Na manhã desta terça-feira (23), o Grupo de Atuação Especial de Combate ao Crime Organizado (GAECO), com apoio do Batalhão de Ações Especiais de Polícia (BAEP), deflagrou a Operação Backdoor contra vazamento de dados para o PCC nas cidades de Taquaritinga (SP) e Jaboticabal (SP). A ação tem como objetivo apurar crimes relacionados à invasão de sistemas informatizados, obtenção indevida de informações sigilosas e embaraço a investigações ligadas ao crime organizado.
Durante a operação, foram cumpridos sete mandados de busca e apreensão e dois de prisão temporária expedidos pela Justiça. As medidas tiveram como alvo advogados investigados por suposta participação nos fatos apurados.

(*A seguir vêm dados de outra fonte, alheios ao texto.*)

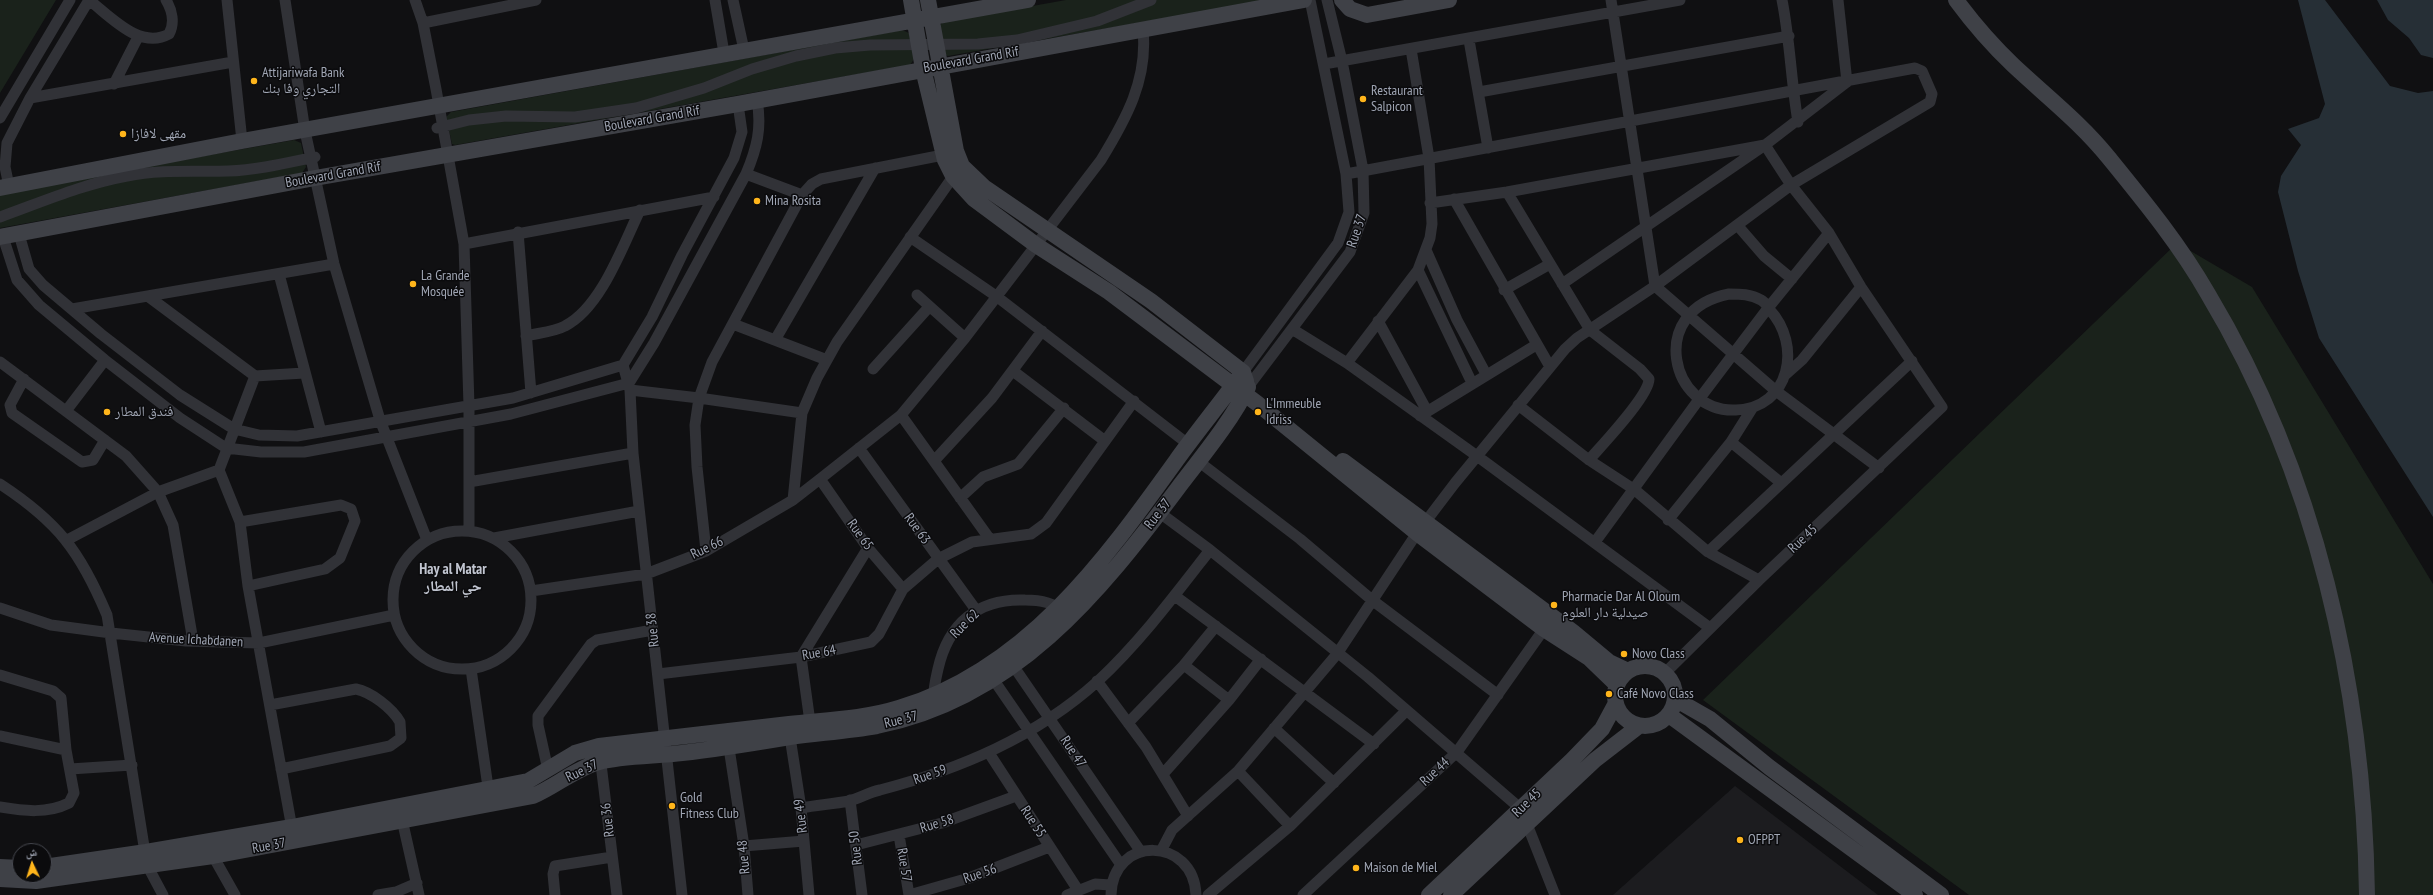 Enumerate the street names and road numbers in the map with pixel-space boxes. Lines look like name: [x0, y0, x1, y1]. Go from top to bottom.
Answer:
street label: Boulevard Grand Rif: [922, 43, 1020, 77]
street label: Boulevard Grand Rif: [603, 102, 701, 136]
street label: Boulevard Grand Rif: [284, 158, 382, 192]
street label: Rue 37: [1343, 212, 1371, 250]
street label: Rue 37: [1141, 495, 1175, 533]
street label: Rue 63: [900, 510, 934, 548]
street label: Rue 65: [843, 516, 877, 554]
street label: Rue 45: [1785, 521, 1821, 557]
street label: Rue 66: [688, 533, 726, 563]
street label: Rue 62: [947, 606, 983, 642]
street label: Rue 38: [643, 612, 663, 648]
street label: Avenue Ichabdanen: [149, 629, 243, 651]
street label: Rue 64: [801, 642, 837, 664]
street label: Rue 37: [882, 708, 920, 732]
street label: Rue 47: [1056, 733, 1090, 771]
street label: Rue 44: [1417, 754, 1453, 790]
street label: Rue 37: [563, 756, 601, 786]
street label: Rue 59: [911, 761, 949, 789]
street label: Rue 45: [1509, 785, 1545, 821]
street label: Rue 49: [791, 798, 811, 834]
street label: Rue 36: [598, 802, 618, 838]
street label: Rue 55: [1017, 803, 1049, 841]
street label: Rue 58: [918, 811, 956, 837]
street label: Rue 50: [846, 830, 866, 866]
street label: Rue 37: [251, 835, 287, 857]
street label: Rue 48: [734, 839, 754, 875]
street label: Rue 57: [893, 847, 915, 883]
street label: Rue 56: [961, 860, 999, 888] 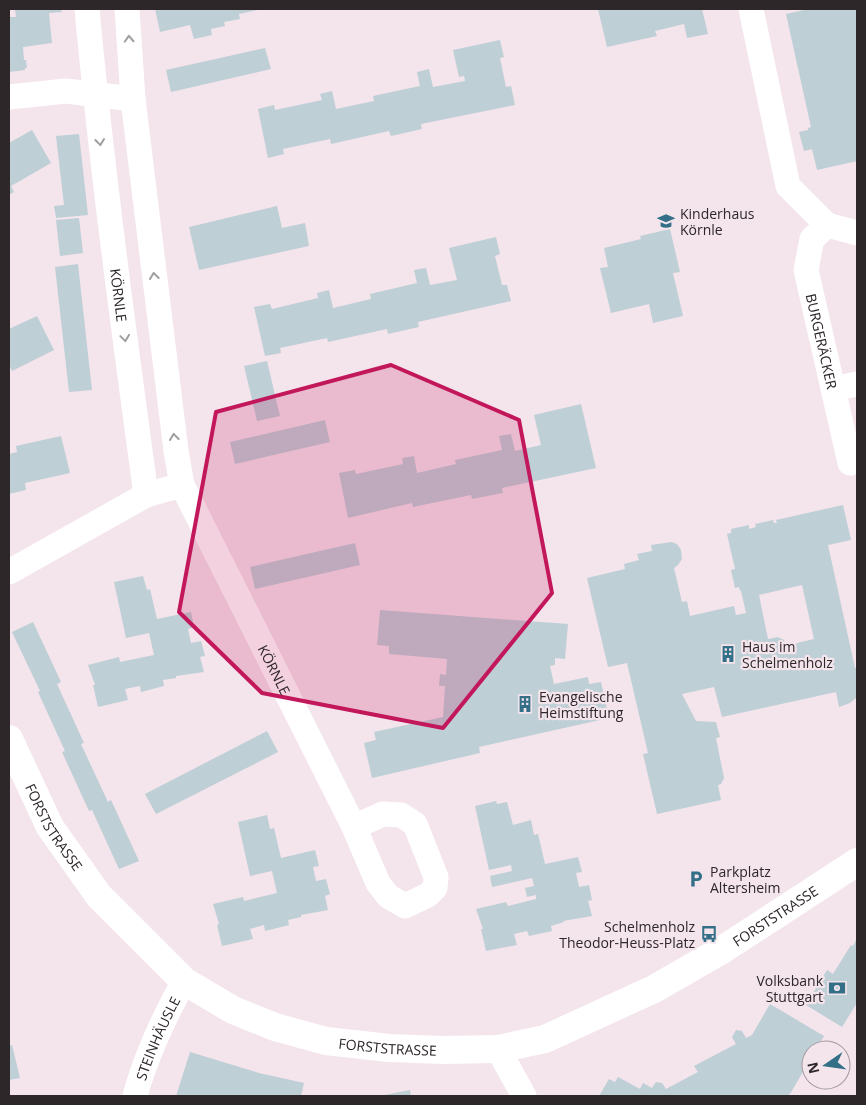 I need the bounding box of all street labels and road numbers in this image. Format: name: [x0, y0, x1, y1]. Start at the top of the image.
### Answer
street label: KÖRNLE: [107, 267, 132, 323]
street label: BURGERÄCKER: [802, 292, 842, 391]
street label: KÖRNLE: [254, 641, 295, 698]
street label: FORSTSTRASSE: [21, 780, 87, 874]
street label: FORSTSTRASSE: [729, 881, 821, 950]
street label: STEINHÄUSLE: [131, 993, 184, 1083]
street label: FORSTSTRASSE: [338, 1033, 437, 1059] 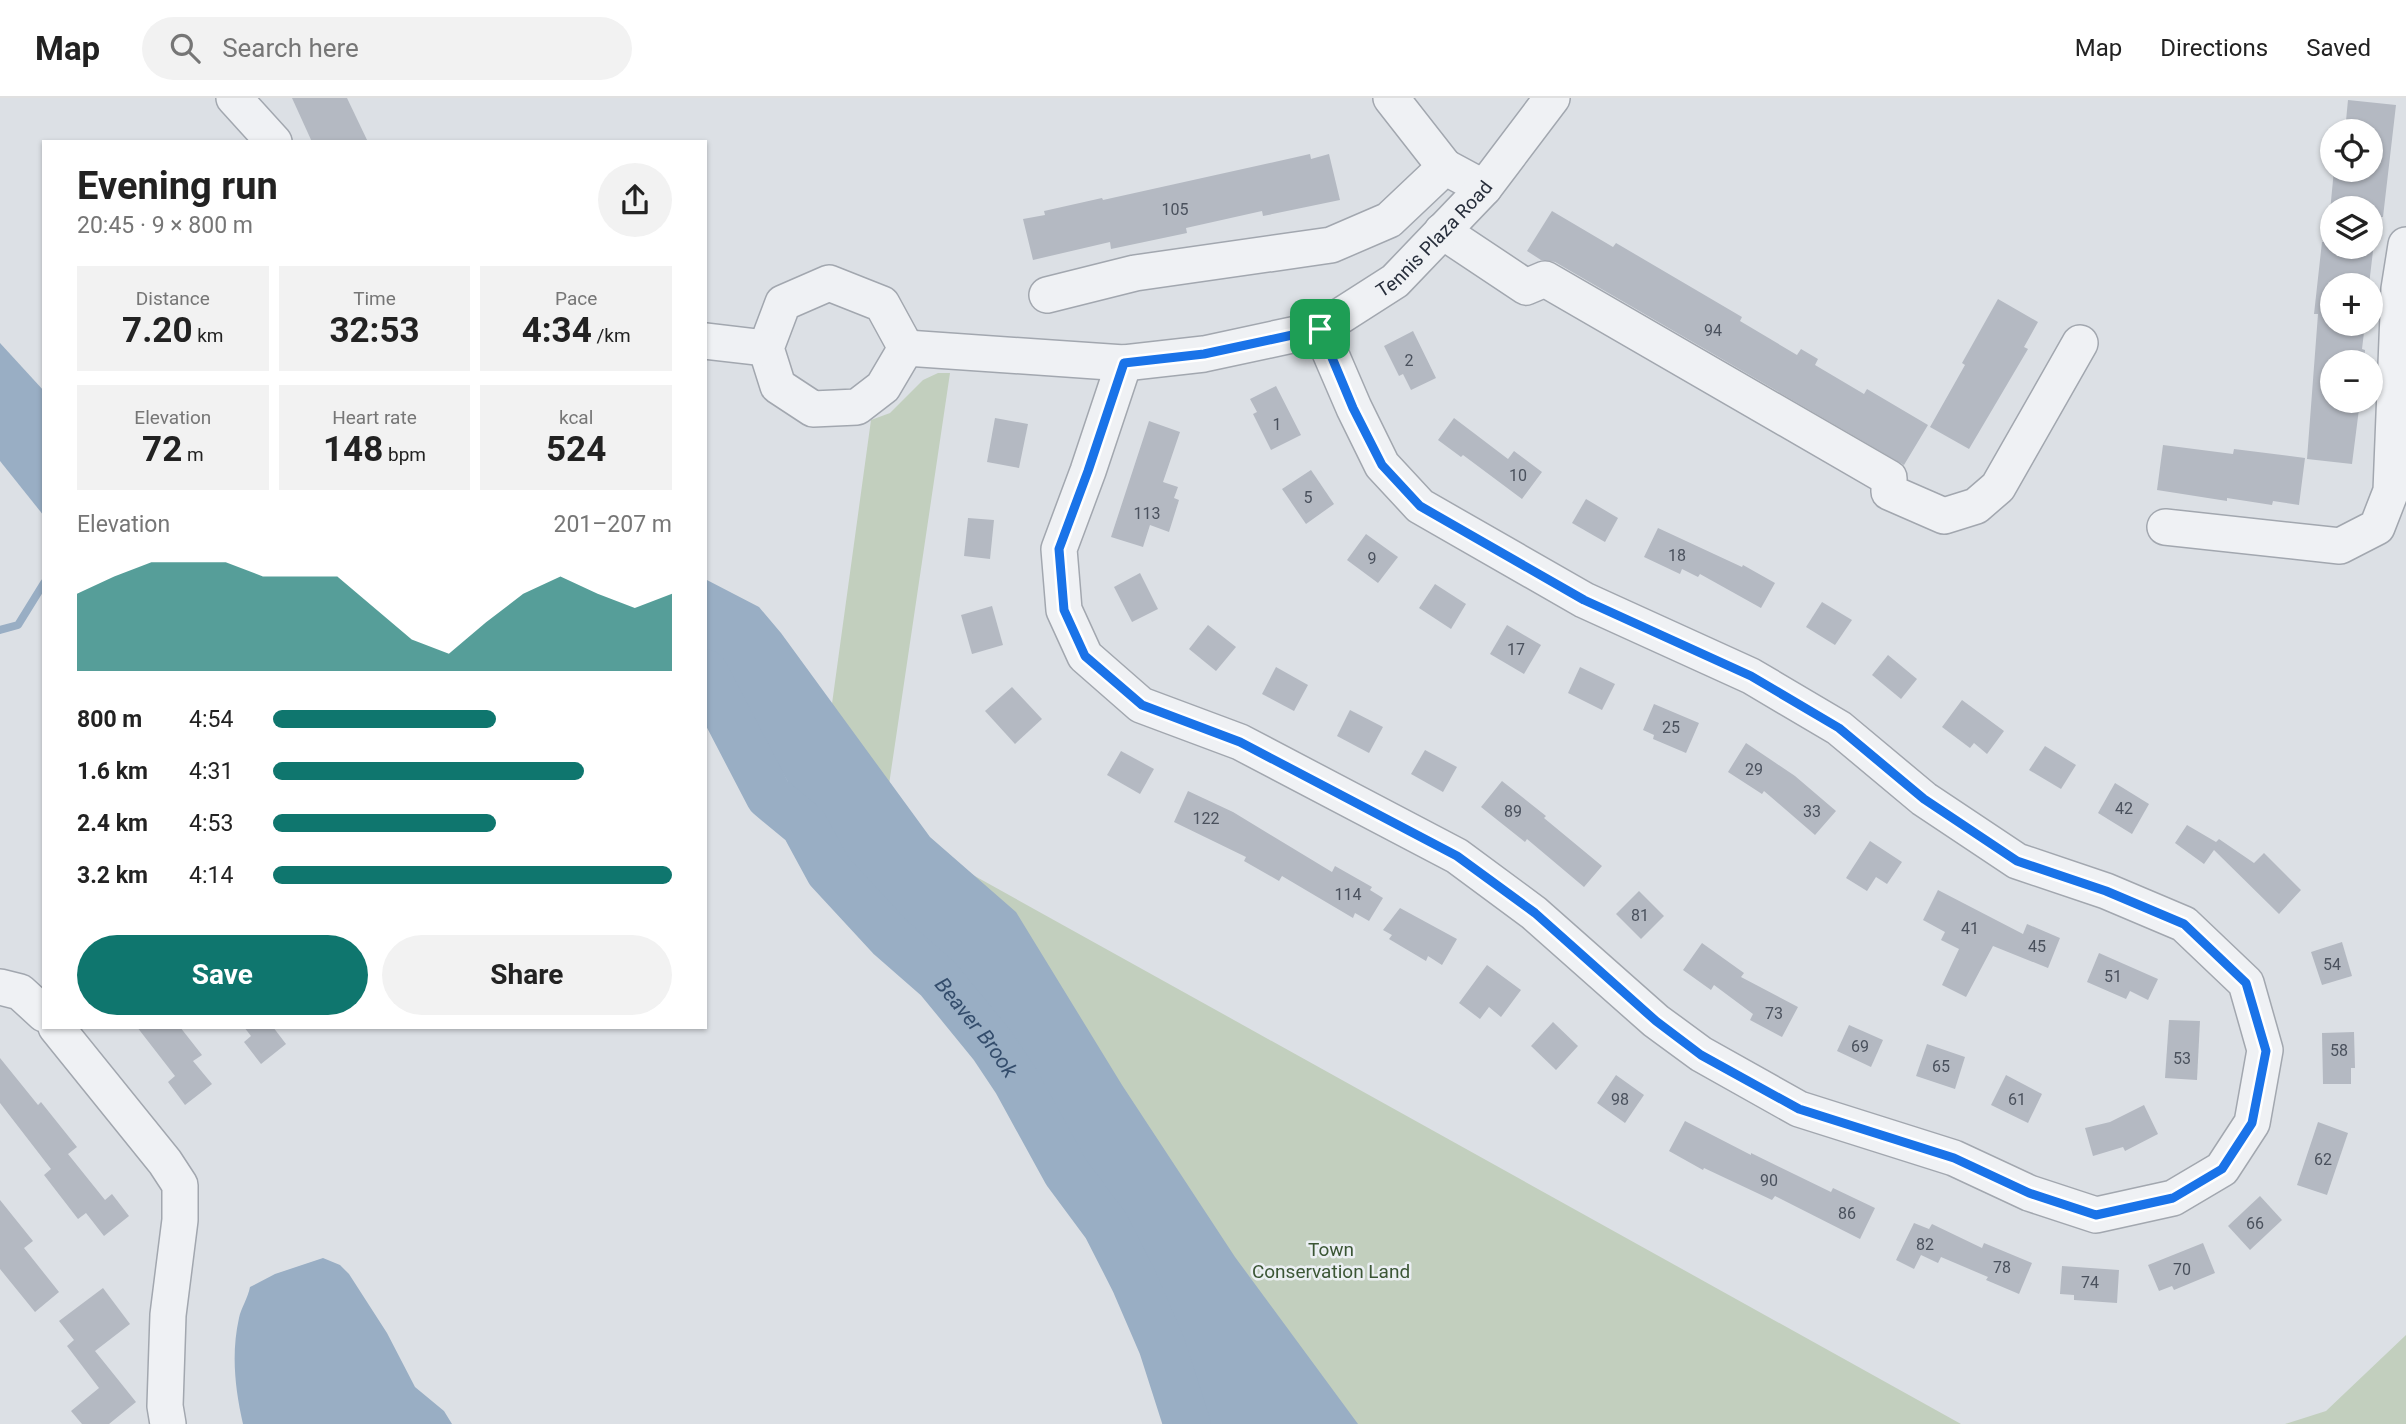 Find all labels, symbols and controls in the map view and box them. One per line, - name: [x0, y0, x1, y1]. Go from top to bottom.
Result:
- search box: [142, 17, 632, 80]
- text: Map: [35, 29, 100, 68]
- icon: search: [166, 29, 204, 67]
- text: Search here: [222, 33, 359, 63]
- text: Map: [2075, 34, 2122, 62]
- text: Directions: [2160, 34, 2268, 62]
- text: Saved: [2306, 34, 2371, 62]
- map controls: [2320, 119, 2383, 413]
- button: locate: [2320, 119, 2383, 182]
- button: share: [598, 163, 672, 237]
- text: Evening run: [77, 164, 278, 208]
- street label: Tennis Plaza Road: [1372, 176, 1497, 302]
- button: layers: [2320, 196, 2383, 259]
- house number: 105: [1162, 200, 1188, 219]
- text: 20:45 · 9 × 800 m: [77, 212, 253, 239]
- button: +: [2320, 273, 2383, 336]
- text: Distance: [136, 287, 210, 310]
- text: Time: [353, 287, 396, 310]
- text: Pace: [555, 287, 597, 310]
- pin: [1290, 299, 1350, 359]
- text: 7.20: [122, 310, 193, 351]
- text: 32:53: [329, 310, 420, 351]
- text: 4:34: [522, 310, 592, 351]
- icon: arrive: [1301, 310, 1339, 348]
- house number: 94: [1704, 321, 1722, 340]
- text: km: [193, 324, 224, 347]
- text: /km: [592, 324, 631, 347]
- button: −: [2320, 350, 2383, 413]
- house number: 2: [1405, 351, 1414, 370]
- text: Elevation: [134, 406, 211, 429]
- text: Heart rate: [332, 406, 417, 429]
- text: kcal: [559, 406, 593, 429]
- house number: 1: [1273, 415, 1282, 434]
- text: 72: [142, 429, 182, 470]
- text: 148: [323, 429, 383, 470]
- text: 524: [546, 429, 606, 470]
- text: m: [182, 443, 204, 466]
- text: bpm: [383, 443, 426, 466]
- house number: 10: [1509, 466, 1527, 485]
- house number: 5: [1304, 488, 1313, 507]
- house number: 113: [1134, 504, 1160, 523]
- text: Elevation: [77, 511, 170, 538]
- text: 201–207 m: [553, 511, 672, 538]
- house number: 18: [1668, 546, 1686, 565]
- house number: 9: [1368, 549, 1377, 568]
- house number: 17: [1507, 640, 1525, 659]
- text: 800 m: [77, 706, 142, 733]
- text: 4:54: [189, 706, 233, 733]
- house number: 25: [1662, 718, 1680, 737]
- text: 1.6 km: [77, 758, 148, 785]
- text: 4:31: [189, 758, 233, 785]
- house number: 29: [1745, 760, 1763, 779]
- house number: 42: [2115, 799, 2133, 818]
- house number: 89: [1504, 802, 1522, 821]
- house number: 33: [1803, 802, 1821, 821]
- house number: 122: [1193, 809, 1219, 828]
- text: 2.4 km: [77, 810, 148, 837]
- text: 4:53: [189, 810, 233, 837]
- text: 3.2 km: [77, 862, 148, 889]
- text: 4:14: [189, 862, 233, 889]
- house number: 114: [1335, 885, 1361, 904]
- house number: 81: [1631, 906, 1649, 925]
- house number: 41: [1961, 919, 1979, 938]
- button: Save: [77, 935, 368, 1015]
- button: Share: [382, 935, 672, 1015]
- house number: 45: [2028, 937, 2046, 956]
- house number: 54: [2323, 955, 2341, 974]
- house number: 51: [2104, 967, 2122, 986]
- water label: Beaver Brook: [930, 973, 1023, 1083]
- house number: 73: [1765, 1004, 1783, 1023]
- house number: 69: [1851, 1037, 1869, 1056]
- house number: 58: [2330, 1041, 2348, 1060]
- house number: 53: [2173, 1049, 2191, 1068]
- house number: 65: [1932, 1057, 1950, 1076]
- house number: 98: [1611, 1090, 1629, 1109]
- house number: 61: [2008, 1090, 2026, 1109]
- house number: 62: [2314, 1150, 2332, 1169]
- house number: 90: [1760, 1171, 1778, 1190]
- house number: 86: [1838, 1204, 1856, 1223]
- house number: 66: [2246, 1214, 2264, 1233]
- house number: 82: [1916, 1235, 1934, 1254]
- park label: Town Conservation Land: [1252, 1238, 1410, 1283]
- house number: 78: [1993, 1258, 2011, 1277]
- house number: 70: [2173, 1260, 2191, 1279]
- house number: 74: [2081, 1273, 2099, 1292]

Segundo o Ministério Público do Estado de São Paulo, as investigações apontam que os suspeitos teriam acessado ilegalmente sistemas utilizados pelo Poder Judiciário por meio do uso indevido de credenciais vinculadas a um agente público.
Com isso, os investigados teriam conseguido acesso antecipado a processos protegidos por sigilo judicial, obtendo informações sobre medidas cautelares que ainda seriam executadas pelas autoridades.
Informações sigilosas teriam beneficiado integrantes do PCC
De acordo com o GAECO, os dados obtidos de forma ilegal teriam sido repassados a integrantes da facção criminosa Primeiro Comando da Capital (PCC), incluindo suspeitos investigados por homicídios e outros crimes considerados graves.
As apurações indicam que o vazamento permitiu que alguns alvos tomassem conhecimento prévio das ações policiais e judiciais, conseguindo fugir antes do cumprimento dos mandados.
Em razão disso, parte das medidas planejadas pelas autoridades foi parcialmente frustrada. Alguns dos investigados que receberam as informações permanecem foragidos até os dias atuais.
A Operação Backdoor contra vazamento de dados para o PCC busca esclarecer como ocorreu o acesso aos sistemas e identificar todos os envolvidos no esquema.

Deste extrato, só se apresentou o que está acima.